Here is my third interview. I spoke to Paul Lamere (pictured left) just an hour or two after my chat to Zac Johnson. Some of their points overlap with each other: for example, Paul's Green Day/Weezer/Radiohead argument about collaborative filtering is pretty similar to Zac's, which he illustrated with the Beatles/Bob Marley/James Brown. However, there are also minor differences and nuances of emphasis, reflecting, perhaps, the perspectives of their employers.
Paul Lamere works for Sun Labs in Boston, where he's the Principal Investigator for a project called Search Inside the Music. Unusually among industrial research labs, Sun's are funded from the corporate treasury, rather than product groups, which gives them greater scope for blue sky thinking, while still focusing on the needs of Sun's customers, who include a variety of high-profile music service providers.
Paul is interested in the whole music discovery process. Citing the long tail effect, he sees the challenge as providing the link between a million songs in the backroom and the mobile device in your hand. The ideal would be to have an option on that device that just says "play me music I like".
Paul divides the approaches to this challenge into three:
- expert recommendations (such as Pitchfork reviews);
- social models and collaborative filtering (as used by Yahoo and Amazon);
- content-based models (including MusicIP and Pandora).
[Note that this is slightly different from Zac Johnson's three-way classification, which splits (3) above into editorial-driven and acoustic-driven, and doesn't include the expert recommendations. However, I think this difference could be very easily resolved.]
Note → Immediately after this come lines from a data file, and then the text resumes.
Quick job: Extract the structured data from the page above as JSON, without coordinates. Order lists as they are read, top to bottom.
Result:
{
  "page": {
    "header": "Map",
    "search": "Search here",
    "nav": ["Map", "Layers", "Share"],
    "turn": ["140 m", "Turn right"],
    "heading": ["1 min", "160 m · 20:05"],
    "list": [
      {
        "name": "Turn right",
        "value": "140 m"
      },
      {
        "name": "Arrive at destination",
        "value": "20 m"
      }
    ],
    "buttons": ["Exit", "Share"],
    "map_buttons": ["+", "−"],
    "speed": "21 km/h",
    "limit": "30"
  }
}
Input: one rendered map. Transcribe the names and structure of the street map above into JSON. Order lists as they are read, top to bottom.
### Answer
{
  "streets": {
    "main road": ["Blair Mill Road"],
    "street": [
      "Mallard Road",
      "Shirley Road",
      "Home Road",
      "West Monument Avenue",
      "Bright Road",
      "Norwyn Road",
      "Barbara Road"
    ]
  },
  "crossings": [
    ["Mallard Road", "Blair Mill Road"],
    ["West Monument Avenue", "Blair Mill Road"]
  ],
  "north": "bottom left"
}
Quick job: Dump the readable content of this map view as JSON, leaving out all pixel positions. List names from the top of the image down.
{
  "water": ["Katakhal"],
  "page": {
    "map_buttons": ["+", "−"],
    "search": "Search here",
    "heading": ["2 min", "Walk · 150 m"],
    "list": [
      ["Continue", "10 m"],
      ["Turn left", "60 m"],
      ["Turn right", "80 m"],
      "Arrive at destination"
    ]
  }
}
Paul points to some of the limitations of the collaborative filtering models. There is a popularity bias which means there is not a lot of rotation in the most listened to, and most recommended, tracks. For example, on Last.fm, one song by The Postal Service was in the top 3 of the charts for nine months (see the charts from July 2005 and those from April 2006). Why does this happen? Paul gives an example where different users might say they liked the band Green Day. Let's say that, based on this, the service recommends tracks by Weezer and Radiohead. One user might think these were good recommendations and would continue using the service. Another who didn't like these recommendations might be put off and stop using the service. The net effect would be that the Green Day/Weezer/Radiohead link would be reinforced, because the service cannot collect data from listeners who don't recognise this link. Another limitation of collaborative filtering is that it takes time for the new releases to appear on the radar: it requires several people to listen to them first before they, literally, filter through the recommendation system. None of which is to imply that Paul doesn't like Last.fm — as Donald Norman said of the Mac user interface in the 1980s, it's good enough to be worth criticising.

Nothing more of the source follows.